Of course, a reboot will take care of the current glitches but it doesn’t erase all the old stuff. Right now, my computer is running really slow. I kept thinking it was the Internet connection or the router, but I finally had to go poking around the “C” drive to determine what else might be the cause. Since I’m not a computer expert, this investigation is always a little daunting.

As I scrolled through the “Add/Remove programs” section, I found a number of old programs I no longer use. They were just taking up space. They weren’t hurting anything, they were just memory hogs. As a Christian, there are the same kinds of things that are no longer part of my daily life. I don’t need those rule-sets for anymore. So why hang on to them? Click on remove program.

A second place I looked for memory wasters was the files themselves. Since my family sees the desktop as a “family computer,” I have discovered they leave a bunch of unnecessary files on the hard drive. Many of those were easy to dump since they weren’t mine. However, many other files represented special times in my life. But how much is too much to carry around and store? In our basement, I still have my files from graduate school. OK, that was ten years ago. Isn’t it time to take these boxes of old homework, term papers, and dated books to the landfill? Same for the old computer files.

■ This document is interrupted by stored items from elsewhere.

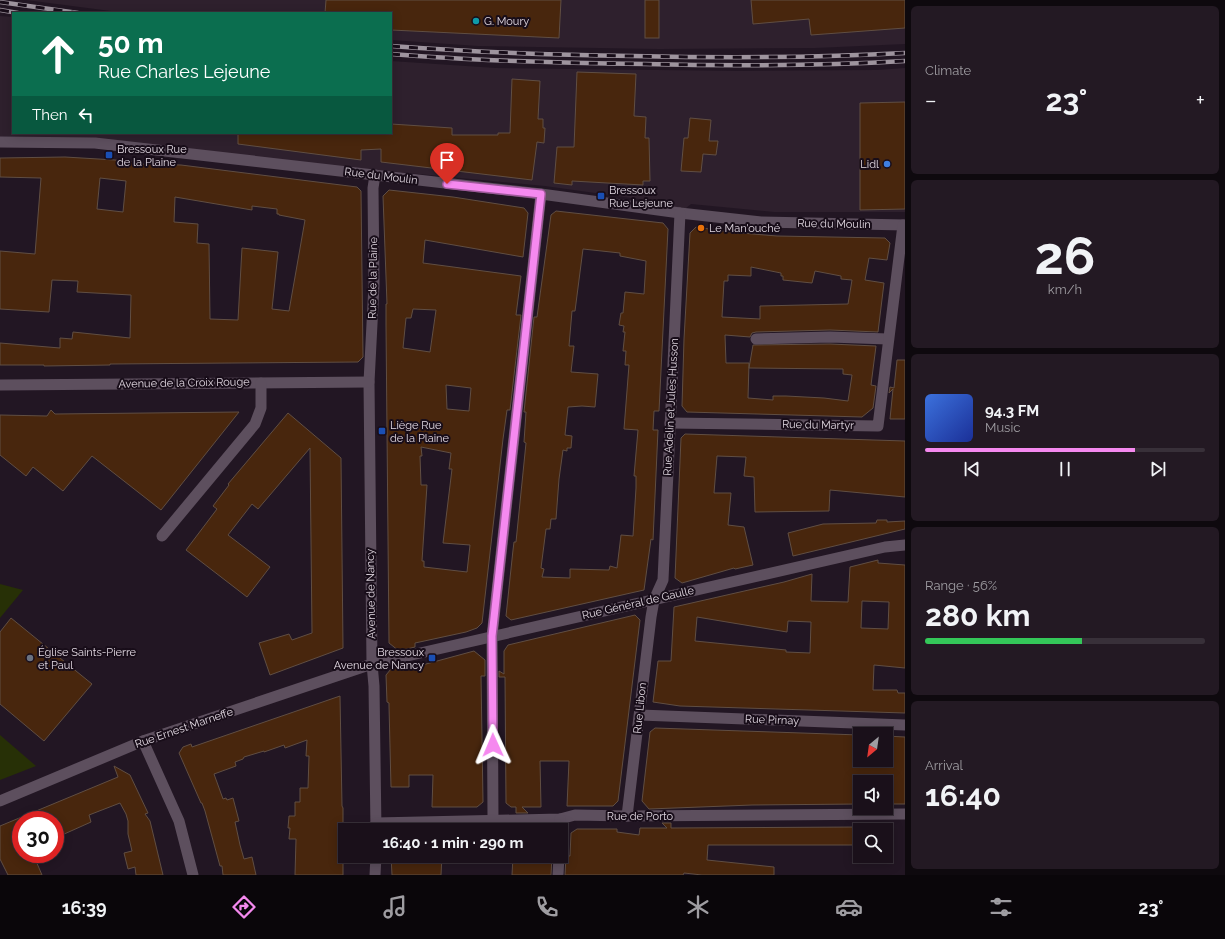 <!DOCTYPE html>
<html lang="en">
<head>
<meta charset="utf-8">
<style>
	body { margin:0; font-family:Raleway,sans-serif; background:#231923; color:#f1f3f6; height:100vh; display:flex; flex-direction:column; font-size:15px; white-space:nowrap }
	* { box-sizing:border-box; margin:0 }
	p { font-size:13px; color:#9f9da2 }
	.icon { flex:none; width:22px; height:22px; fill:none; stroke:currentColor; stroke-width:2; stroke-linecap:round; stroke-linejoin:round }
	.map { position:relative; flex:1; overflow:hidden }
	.sheet { display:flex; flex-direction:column; gap:6px; padding:6px; background:#0e090e; width:320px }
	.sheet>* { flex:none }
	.hud { position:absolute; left:12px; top:12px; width:380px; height:122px; border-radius:0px; box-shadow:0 2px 10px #0003,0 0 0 1px #383039; background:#0b6e4f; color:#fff; overflow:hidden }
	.needle { width:26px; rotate:209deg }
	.fabs { position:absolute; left:853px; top:727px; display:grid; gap:8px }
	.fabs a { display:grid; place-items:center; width:40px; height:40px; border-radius:0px; background:#1a101a; box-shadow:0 2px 10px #0003,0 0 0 1px #383039; font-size:20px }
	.speed { position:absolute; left:12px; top:811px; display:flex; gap:8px; font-size:20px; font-weight:700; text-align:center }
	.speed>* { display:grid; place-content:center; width:52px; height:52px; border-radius:50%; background:#1a101a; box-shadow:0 2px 10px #0003,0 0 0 1px #383039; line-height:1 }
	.speed .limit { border:6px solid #d22; background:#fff; color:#111 }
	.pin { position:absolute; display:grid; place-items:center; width:34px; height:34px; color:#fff; margin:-41px -17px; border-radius:50% 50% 50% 0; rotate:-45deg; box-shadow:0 0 4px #0007 }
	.pin .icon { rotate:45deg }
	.me { position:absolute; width:44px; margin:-22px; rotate:359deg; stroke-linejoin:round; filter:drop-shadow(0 0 3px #0008) }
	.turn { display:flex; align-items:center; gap:14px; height:84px; padding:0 20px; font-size:18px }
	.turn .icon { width:52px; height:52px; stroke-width:2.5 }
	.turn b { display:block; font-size:28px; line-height:34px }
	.then { display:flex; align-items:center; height:38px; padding:0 20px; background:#0003; gap:8px; font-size:15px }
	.big { font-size:30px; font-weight:700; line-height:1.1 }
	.sheet .card { flex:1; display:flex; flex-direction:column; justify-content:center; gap:6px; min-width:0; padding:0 14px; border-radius:6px; background:#231923 }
	.sheet .dial { align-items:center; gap:0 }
	.dial b { font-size:52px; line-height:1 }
	.song { display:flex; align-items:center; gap:12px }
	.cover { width:48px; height:48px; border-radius:6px; background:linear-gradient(135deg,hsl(220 70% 55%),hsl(230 70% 35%)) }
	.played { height:4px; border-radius:2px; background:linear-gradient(90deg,#f589ef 75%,#383039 75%) }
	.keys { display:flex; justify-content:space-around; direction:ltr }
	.heat { display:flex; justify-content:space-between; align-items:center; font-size:22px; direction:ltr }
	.charge { height:6px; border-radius:3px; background:linear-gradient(90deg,#34c759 56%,#383039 0) }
	.trip { position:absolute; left:338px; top:823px; width:230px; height:40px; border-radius:0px; background:#1a101a; box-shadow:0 2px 10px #0003,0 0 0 1px #383039; font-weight:700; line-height:40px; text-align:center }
	.tab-bar { display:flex; height:64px; justify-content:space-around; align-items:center; background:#0a060a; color:#9f9da2 }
	.tab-bar .icon { width:28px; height:28px }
	.tab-bar .selected { color:#f589ef }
	.tab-bar b { font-size:18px; color:#f1f3f6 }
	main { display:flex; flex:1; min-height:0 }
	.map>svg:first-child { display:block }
	.commercial { fill:#2e202d }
	.green { fill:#273006 }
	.building { fill:#48260d; stroke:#604e43; fill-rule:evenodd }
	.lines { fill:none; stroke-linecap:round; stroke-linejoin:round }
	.minor { stroke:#5d4f5e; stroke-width:11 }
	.rail-casing { stroke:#9e949e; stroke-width:4.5 }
	.rail { stroke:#180d19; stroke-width:3; stroke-dasharray:9; stroke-linecap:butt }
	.route-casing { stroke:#9f599b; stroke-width:10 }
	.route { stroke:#f589ef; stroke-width:7 }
	.culture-dot { fill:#0f9aa8; stroke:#180d19; stroke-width:1.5 }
	.transit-dot { fill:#1a4fb4; stroke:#180d19; stroke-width:1.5 }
	.shop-dot { fill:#3f7fe0; stroke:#180d19; stroke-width:1.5 }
	.food-dot { fill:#e8710a; stroke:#180d19; stroke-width:1.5 }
	.worship-dot { fill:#6b7280; stroke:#180d19; stroke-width:1.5 }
	.labels { text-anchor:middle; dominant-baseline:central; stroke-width:4; stroke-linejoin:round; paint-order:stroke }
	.poi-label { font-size:11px; fill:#e0d7e0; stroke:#180d19; text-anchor:start }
	.street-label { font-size:11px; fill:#e0d7e0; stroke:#180d19 }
</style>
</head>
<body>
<main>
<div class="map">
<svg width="905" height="875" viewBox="0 0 905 875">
	<rect width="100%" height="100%" fill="#221623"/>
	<g class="commercial">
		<path d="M26,0H905V44L815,48L659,49L478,46L391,40V13H126Z"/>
		<path d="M0,16L13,17V133H391V61L496,68L740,71L877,70L905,68V212H774L691,204L680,213L667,203L545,186L95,143L0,145Z"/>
	</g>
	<g class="green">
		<path d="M0,584L23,590L0,618Z"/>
		<path d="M0,735L36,766L0,780Z"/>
	</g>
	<g class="building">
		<path d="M326,0H561L559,38L391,30V13H325Z"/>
		<rect x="645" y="0" width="14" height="38"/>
		<path d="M751,0H905V28L811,35L809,19L753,24Z"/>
		<path d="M577,72L636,74L634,116L646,117L645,138H649L650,181H643V185L572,181V185L554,183L557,147H574Z"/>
		<path d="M512,79L540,81L538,119H543V128H545L544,143L537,142L532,180L381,162V149L361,150V160L238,144V133H391V124L452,128V135H498V133H510Z"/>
		<path d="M905,102V209L860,210V103Z"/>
		<path d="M690,118L711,120L709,141H718L716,155L703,154L701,172L681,171L684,138H688Z"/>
		<path d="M65,157L115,160L139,162V164L181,165L357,187L361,191L363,357L358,362L110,364V365L44,366V365H0V343L60,348V338L72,339L73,332L130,338L131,295L77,292L78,281L52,280L49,312L0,309V251L35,254L41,178L0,177V158ZM100,178L126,181L123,212L97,209ZM175,197L252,210V206L277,209V214H279V215L305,220L289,311L272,309L278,252L242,248L238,320L210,319L209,244L197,243L198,224L174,222Z"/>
		<path d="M389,190L453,197L524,208L528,213L523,257L425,240L423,263L521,276L516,315H521L510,410H507L503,439L482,623L477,628L466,632L415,643V647L399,651L389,643L386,325V304H387L383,196ZM413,309L436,310L430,352L403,348L406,318H411ZM446,385L471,388L469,411L447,409ZM421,447L451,453L449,469H452L443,543L470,545L467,572L424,567V561H422L427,485H421L420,456H422Z"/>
		<path d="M556,211L663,223L668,229L659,411H654L653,430H658L653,540L651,539L644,590L511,620L506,616L513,550L514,542H516L526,443L524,442L526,412H524L534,317H537L551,215ZM583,249L620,253V256L646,261L644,294L625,292L623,313H621L619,325L624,326L623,332H625L623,351H626L625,365H629L624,429L638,430L634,476H636V488L633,536L621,535L617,568L610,566L609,570L570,569V578L542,577L544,569L541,568L546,529H550L551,519H556L559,479L563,450L567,451V448H571L572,436L565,435L568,407L582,406L595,407L598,374L571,372L574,346H569L572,311H575Z"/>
		<path d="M696,227L729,232L777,236L885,238L890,243L887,260L869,258L865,280L884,283L878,332L830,330L756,332L752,333L750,337L725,335L726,363H749L748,398L773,400V396H786L824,398L848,401L852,375L843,374V369L749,368L753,345L830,344L876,346L871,385L876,386L873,408L862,417L687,412L682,406L684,339L690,233ZM751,267L781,273V276H783V280L812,283L815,271L841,276V279L852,280L848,304L760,306V319L722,317L724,281H728V275L751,276Z"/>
		<path d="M897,360H905V419H890L893,389L889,393L890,387L894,388Z"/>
		<path d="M51,410L55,414L239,412L161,510L92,456L63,491L33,467L26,476L0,455V415L47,416Z"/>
		<path d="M288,413L341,458L343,648L270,675L259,643L289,634L292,640L312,633L310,448L258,509L252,504L228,535L270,567L247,597L186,550L217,509L213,506L229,485L228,484Z"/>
		<path d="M685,434L905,441V497L830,490L829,511L755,512L754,477L744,476L746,457L717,456L714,493H731L728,525L744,527L753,565L735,569L734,568L682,583L675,578L681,438Z"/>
		<path d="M877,520H887V522L905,521V529L793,556L788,533L823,524L876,523Z"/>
		<path d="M878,560V563L905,565V668L874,665L873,690H897L898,693H905V713L680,706L653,702L658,661H671L674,607L784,582L812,574L811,601L848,602L850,567ZM862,601L889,602L888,629L861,628ZM697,617L787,632L788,621L811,622L810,653L786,652V650L695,641Z"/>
		<path d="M635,615L640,620L618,801L613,806H567L569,761H540L541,807H522L528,813H516V807H511L506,803L505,677H499V671L504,674V651L508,645Z"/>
		<path d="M11,618L92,684L44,741L0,704V632Z"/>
		<path d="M474,651L485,660V676H481L483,802L477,807H432L433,775H409V787H391L389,706V703L387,702L386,675L391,669L415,664V667Z"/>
		<path d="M340,696L342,806L343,808V875H295L296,839H289L290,828H288L289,816H295V802H300V788H308L309,756H306L307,740L285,748L284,745L264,752V751L244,757L243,759L235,762L236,766L214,774L223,799L226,798L227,800L233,798L239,821L235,822L240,845L244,859L252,857L256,875H223L222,866H220L205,811L202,803H201L179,753L183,747L191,744L192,747Z"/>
		<path d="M655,728L860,735V760H886V736L905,737V804H886V782H860V804L752,805L649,809L642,801L650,732Z"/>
		<path d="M114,766L130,775L148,813L145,814L150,821L163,875H136L135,867L128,869L124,853L132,851L128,834V821L126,814L120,803L89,815L91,822L62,835L61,833L55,836V820H21V854H33L42,875H8L0,859V826L118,777Z"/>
		<path d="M662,823H671V828L860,827V845H708L707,860L774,867V875H702L684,873L683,875H565L566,856H570L571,833L577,829H617V832L639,835L640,828H667Z"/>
		<path d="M542,826L545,830H517V827Z"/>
		<path d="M391,856H442L441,875H392Z"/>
		<path d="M513,856H552L551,875H512Z"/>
	</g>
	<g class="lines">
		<g class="minor">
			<path d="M0,142L95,143L541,194L680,213L761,222L905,225"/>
			<path d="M375,175L373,188L374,285L369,382L372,664L374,686L376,830"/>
			<path d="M756,339L830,337L888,339"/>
			<path d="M0,385L369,382"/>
			<path d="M670,423L878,426L903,225"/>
			<path d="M162,536L255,424L261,408V383"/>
			<path d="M640,715L905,725"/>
			<path d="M143,741L179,821L193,875"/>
			<path d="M0,801L143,741L372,664L885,547L905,545"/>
			<path d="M627,816L651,617L654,600L663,580L680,213"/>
			<path d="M493,819L492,636L541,194"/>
			<path d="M376,823L560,819L575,815L627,816L905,814"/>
			<path d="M560,830V819"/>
			<path d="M375,875L376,856"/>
			<path d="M558,875L559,856"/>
		</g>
		<g class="rail-casing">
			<g id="rail">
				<path d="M0,2L78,13"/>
				<path d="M0,10L18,13"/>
				<path d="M391,46C471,52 552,55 633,56C723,58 814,58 905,53"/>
				<path d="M391,54C475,61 560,63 645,64C731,66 818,66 905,61"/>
			</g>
		</g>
		<use href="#rail" class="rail"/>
	</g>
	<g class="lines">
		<g class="route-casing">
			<path id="route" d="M447,184L541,194L492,636L493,745"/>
		</g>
		<use href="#route" class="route"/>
	</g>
	<circle class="culture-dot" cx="476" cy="21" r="4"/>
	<g class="transit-dot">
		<rect x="105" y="151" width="8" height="8" rx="2"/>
		<rect x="597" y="192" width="8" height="8" rx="2"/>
		<rect x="378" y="427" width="8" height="8" rx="2"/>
		<rect x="428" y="654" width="8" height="8" rx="2"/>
	</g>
	<circle class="shop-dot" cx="887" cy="164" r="4"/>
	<circle class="food-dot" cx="701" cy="228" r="4"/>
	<circle class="worship-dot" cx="30" cy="658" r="4"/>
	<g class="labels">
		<g class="poi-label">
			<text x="484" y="21">G. Moury</text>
			<text x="117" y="149">Bressoux Rue<tspan x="117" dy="13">de la Plaine</tspan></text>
			<text x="879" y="164" text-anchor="end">Lidl</text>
			<text x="609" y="190">Bressoux<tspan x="609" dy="13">Rue Lejeune</tspan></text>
			<text x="709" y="228">Le Man'ouché</text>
			<text x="390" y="425">Liège Rue<tspan x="390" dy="13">de la Plaine</tspan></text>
			<text x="38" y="652">Église Saints-Pierre<tspan x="38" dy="13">et Paul</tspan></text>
			<text x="424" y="652" text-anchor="end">Bressoux<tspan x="424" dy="13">Avenue de Nancy</tspan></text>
		</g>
		<g class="street-label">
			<text transform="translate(381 176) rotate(7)">Rue du Moulin</text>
			<text transform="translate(834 224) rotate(1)">Rue du Moulin</text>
			<text transform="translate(373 278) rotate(-89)">Rue de la Plaine</text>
			<text transform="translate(184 383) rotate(-1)">Avenue de la Croix Rouge</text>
			<text transform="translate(671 407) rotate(-87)">Rue Adelin et Jules Husson</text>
			<text transform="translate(818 425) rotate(1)">Rue du Martyr</text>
			<text transform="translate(371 594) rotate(-91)">Avenue de Nancy</text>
			<text transform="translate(638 603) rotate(-13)">Rue Général de Gaulle</text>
			<text transform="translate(640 708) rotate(-84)">Rue Libon</text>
			<text transform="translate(772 720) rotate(2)">Rue Pirnay</text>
			<text transform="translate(184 728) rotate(-19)">Rue Ernest Marneffe</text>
			<text x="640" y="816">Rue de Porto</text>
		</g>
	</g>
</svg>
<div class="fabs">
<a><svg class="needle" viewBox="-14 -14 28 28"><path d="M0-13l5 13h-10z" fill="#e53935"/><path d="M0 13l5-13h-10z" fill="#9f9da2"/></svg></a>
<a><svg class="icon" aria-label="sound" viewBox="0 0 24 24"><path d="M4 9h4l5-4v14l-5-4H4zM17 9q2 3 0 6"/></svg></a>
<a><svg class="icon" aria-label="search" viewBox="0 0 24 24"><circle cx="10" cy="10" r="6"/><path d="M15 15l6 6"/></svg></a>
</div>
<div class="speed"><div class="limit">30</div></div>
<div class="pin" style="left:447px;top:184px;background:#d93025"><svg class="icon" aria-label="arrive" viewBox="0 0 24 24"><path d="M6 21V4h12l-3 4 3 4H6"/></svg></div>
<svg class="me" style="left:493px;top:745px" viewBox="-20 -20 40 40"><path d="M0-17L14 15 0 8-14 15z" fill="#f589ef" stroke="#fff" stroke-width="4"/></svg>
<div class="trip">16:40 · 1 min · 290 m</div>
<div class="hud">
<div class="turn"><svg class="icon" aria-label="ahead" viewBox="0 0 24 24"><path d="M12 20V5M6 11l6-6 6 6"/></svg><div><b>50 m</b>Rue Charles Lejeune</div></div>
<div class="then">Then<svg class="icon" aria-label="left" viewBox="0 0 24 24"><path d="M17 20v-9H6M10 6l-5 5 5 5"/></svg></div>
</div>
</div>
<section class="sheet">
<div class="card"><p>Climate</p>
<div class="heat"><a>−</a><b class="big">23°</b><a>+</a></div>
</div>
<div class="card dial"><b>26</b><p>km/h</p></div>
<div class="card">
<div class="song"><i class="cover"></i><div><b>94.3 FM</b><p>Music</p></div></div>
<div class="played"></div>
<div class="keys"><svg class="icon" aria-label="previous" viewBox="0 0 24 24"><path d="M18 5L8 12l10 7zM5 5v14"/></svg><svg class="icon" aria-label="pause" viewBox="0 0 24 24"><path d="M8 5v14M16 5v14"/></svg><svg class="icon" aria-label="next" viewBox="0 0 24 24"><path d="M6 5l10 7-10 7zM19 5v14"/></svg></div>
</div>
<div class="card"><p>Range · 56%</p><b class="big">280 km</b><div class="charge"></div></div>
<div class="card"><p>Arrival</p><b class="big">16:40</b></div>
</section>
</main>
<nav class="tab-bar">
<b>16:39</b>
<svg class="icon selected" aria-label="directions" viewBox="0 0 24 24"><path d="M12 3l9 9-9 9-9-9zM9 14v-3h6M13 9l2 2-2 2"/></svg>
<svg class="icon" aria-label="music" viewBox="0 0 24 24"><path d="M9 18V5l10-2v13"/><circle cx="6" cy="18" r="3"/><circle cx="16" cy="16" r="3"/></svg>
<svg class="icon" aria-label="phone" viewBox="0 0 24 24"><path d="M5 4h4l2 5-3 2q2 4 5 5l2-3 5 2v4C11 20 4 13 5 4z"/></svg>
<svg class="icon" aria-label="climate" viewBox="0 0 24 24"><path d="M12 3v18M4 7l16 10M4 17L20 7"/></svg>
<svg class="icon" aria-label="car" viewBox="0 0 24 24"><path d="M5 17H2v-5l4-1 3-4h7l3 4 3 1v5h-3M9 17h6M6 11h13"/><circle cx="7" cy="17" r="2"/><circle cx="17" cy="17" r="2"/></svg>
<svg class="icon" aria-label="filters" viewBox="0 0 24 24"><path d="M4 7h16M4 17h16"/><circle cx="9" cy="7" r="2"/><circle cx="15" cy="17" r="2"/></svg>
<b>23°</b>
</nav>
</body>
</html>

The biggest file folder turned out to be a music folder of my daughter’s (3.5 gigabytes). I vaguely remember trying to help her salvage her I-tunes from a damaged (trojan/virus infected) laptop. In the end, we put them on the desktop for safe keeping, a holding tank. I was reminded of the times I’ve tried to help other people emotionally and taken on their stuff. I’d forgotten that I had to pass that stuff along to the God who is willing to carry it all. Click on delete … empty the wastebasket.

After I did all this deleting and emptying, I did another reboot, a refresh. Computer is running better.

Same for me. First reboot at accepting Christ was life-changing. But I still need to refresh my system along the way. Sometimes I need a technician to help me ferret out the problems, but sometimes, I just need to delete the old stuff: prayer, confession, thanksgiving.